Namun, pertahanan kura-kura buaya sangat kuat; anjing-anjing evolusi dengan kekuatan puluhan poin sulit melukai tubuhnya. Kura-kura buaya itu hanya merasakan sedikit sakit, sangat marah, dan memanjangkan leher untuk menggigit Rottweiler bernama Kaisar yang paling dekat.
Jika berhasil menggigit, pasti mati seketika.
"Guk!"
Anjing Border Collie segera memberi peringatan, dan Rottweiler langsung menghindar.
Saat itu, seekor beruang raksasa berdiri tegak lebih dari sepuluh meter muncul di depan kura-kura buaya raksasa. Dua cakar besar mencengkeram pinggir tempurungnya, dan dengan otot-otot yang menegang, berhasil membalikkan tubuh kura-kura buaya raksasa.
Dentuman terdengar!
Kura-kura buaya raksasa terbalik dengan punggung menghadap ke tanah, kehilangan kemampuan untuk melawan. Keempat kaki kokohnya mengayun liar, lehernya memanjang berusaha menggigit, tapi sia-sia belaka. Ia tidak bisa bergerak sedikit pun, apalagi membalikkan tubuhnya.
"Sudah berevolusi, tapi tetap saja tidak bisa membalikkan badan," Beruang Zhao tertawa melihat kejadian itu.
Dulu ia pernah memelihara kura-kura buaya pemberian teman, meski tak bertahan lama. Saat dipelihara, kura-kura itu gagal memanjat dinding akuarium dan terbalik, tak bisa bangkit meski sudah berusaha. Akhirnya ia yang membalikkan badan kura-kura itu; jika dibiarkan, pasti mati.
Baru saja mengingat kejadian itu, ia mencoba pada kura-kura buaya raksasa, dan benar saja, makhluk itu tidak mampu membalikkan diri setelah terjungkir.
Mungkin dalam mimpi pun, kura-kura buaya raksasa tak pernah membayangkan ada makhluk yang mampu membalikkan tubuhnya, mengingat ukuran dan beratnya yang mencapai beberapa ton. Kalau bukan Beruang Zhao yang punya kekuatan luar biasa, tak akan ada yang bisa melakukan hal itu.
Kura-kura buaya raksasa yang terbalik dan tak berdaya menjadi mudah untuk dibunuh, seperti daging yang tergeletak di atas papan potong. Beruang Zhao dengan mudah menghabisinya.
Seratus lima puluh batu jiwa berhasil didapatkan.
"Makhluk ini awalnya tidak mau naik ke daratan, tapi setelah bunga teratai terluka, langsung naik dan bertarung denganku. Bunga teratai ini pasti punya kekuatan yang luar biasa," gumam Beruang Zhao, merenung.
Di danau buatan, penjaga bunga teratai telah terbunuh.
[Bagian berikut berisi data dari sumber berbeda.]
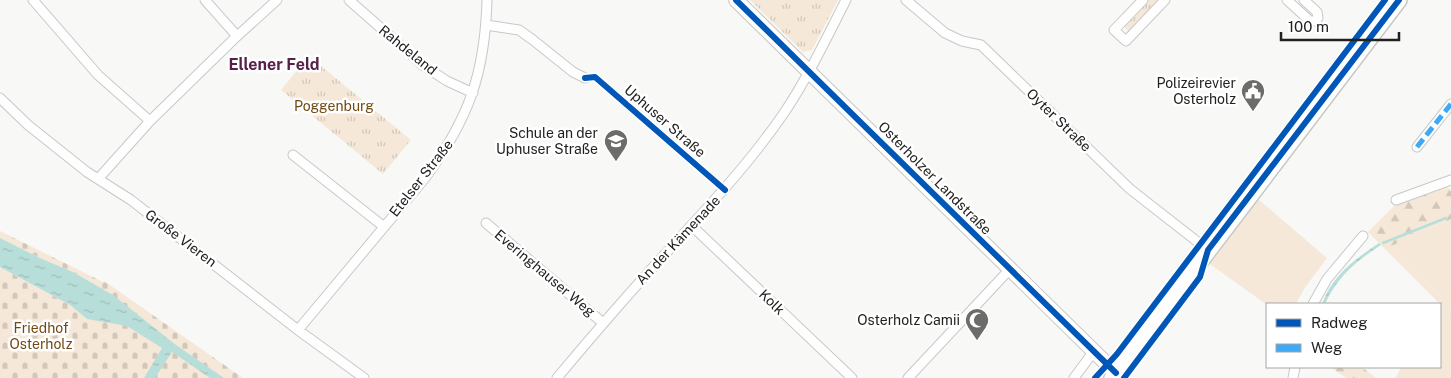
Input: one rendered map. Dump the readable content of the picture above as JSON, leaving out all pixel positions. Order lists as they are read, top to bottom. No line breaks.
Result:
{"streets":{"main road":["Osterholzer Landstraße"],"street":["Rahdeland","Oyter Straße","Etelser Straße","Große Vieren","An der Kämenade","Everinghauser Weg","Kolk"],"cycle path":["Uphuser Straße"]},"crossings":[["Rahdeland","Etelser Straße"],["Etelser Straße","Große Vieren"],["Osterholzer Landstraße","An der Kämenade"],["An der Kämenade","Everinghauser Weg"],["An der Kämenade","Kolk"]],"districts":["Ellener Feld"],"parks":["Poggenburg","Friedhof Osterholz"],"places":{"public building":["Polizeirevier Osterholz"],"school or university":["Schule an der Uphuser Straße"],"mosque":["Osterholz Camii"]},"legend":["Radweg","Weg"],"scale_bar":"100 m"}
Benih teratai yang matang kini menjadi harta tak bertuan, tertancap di kelopak besar yang menggantung, mengeluarkan aroma wangi yang menggoda.
Namun, bunga teratai itu tumbuh di tengah danau buatan, di mana airnya sangat dalam. Beruang Zhao enggan masuk ke air, sehingga siapa yang akan memetik teratai menjadi pertanyaan.
"Siapa yang akan memetik benih teratai? Aku sudah jadi pemimpin, masa harus melakukan segalanya sendiri? Kalau begitu, apa gunanya mereka?"
Beruang Zhao bergumam sambil menunduk melihat anjing-anjingnya.
Berenang tidak terlalu sulit bagi anjing, banyak yang secara alami bisa melakukannya. Namun, mereka membutuhkan koordinasi keempat kaki dan hanya mengandalkan mulut untuk memetik, mungkin tidak akan berhasil mendapatkan banyak.
Saat itu, Beruang Zhao teringat pada makhluk yang selama ini diabaikan—seseorang yang sebenarnya ahli berenang.
Ia menoleh dan segera menemukan kandidatnya: angsa besar yang sejak pertarungan dimulai hanya memeluk laras senapan dan bersembunyi di barisan belakang.
Melihat dirinya terpilih, angsa besar itu berkata dengan nada canggung, "Beruang Besar, bagaimana kalau kau cari yang lain saja?
Jangan lihat aku seekor angsa, aku sebenarnya sama sekali tidak bisa berenang, kau percaya?"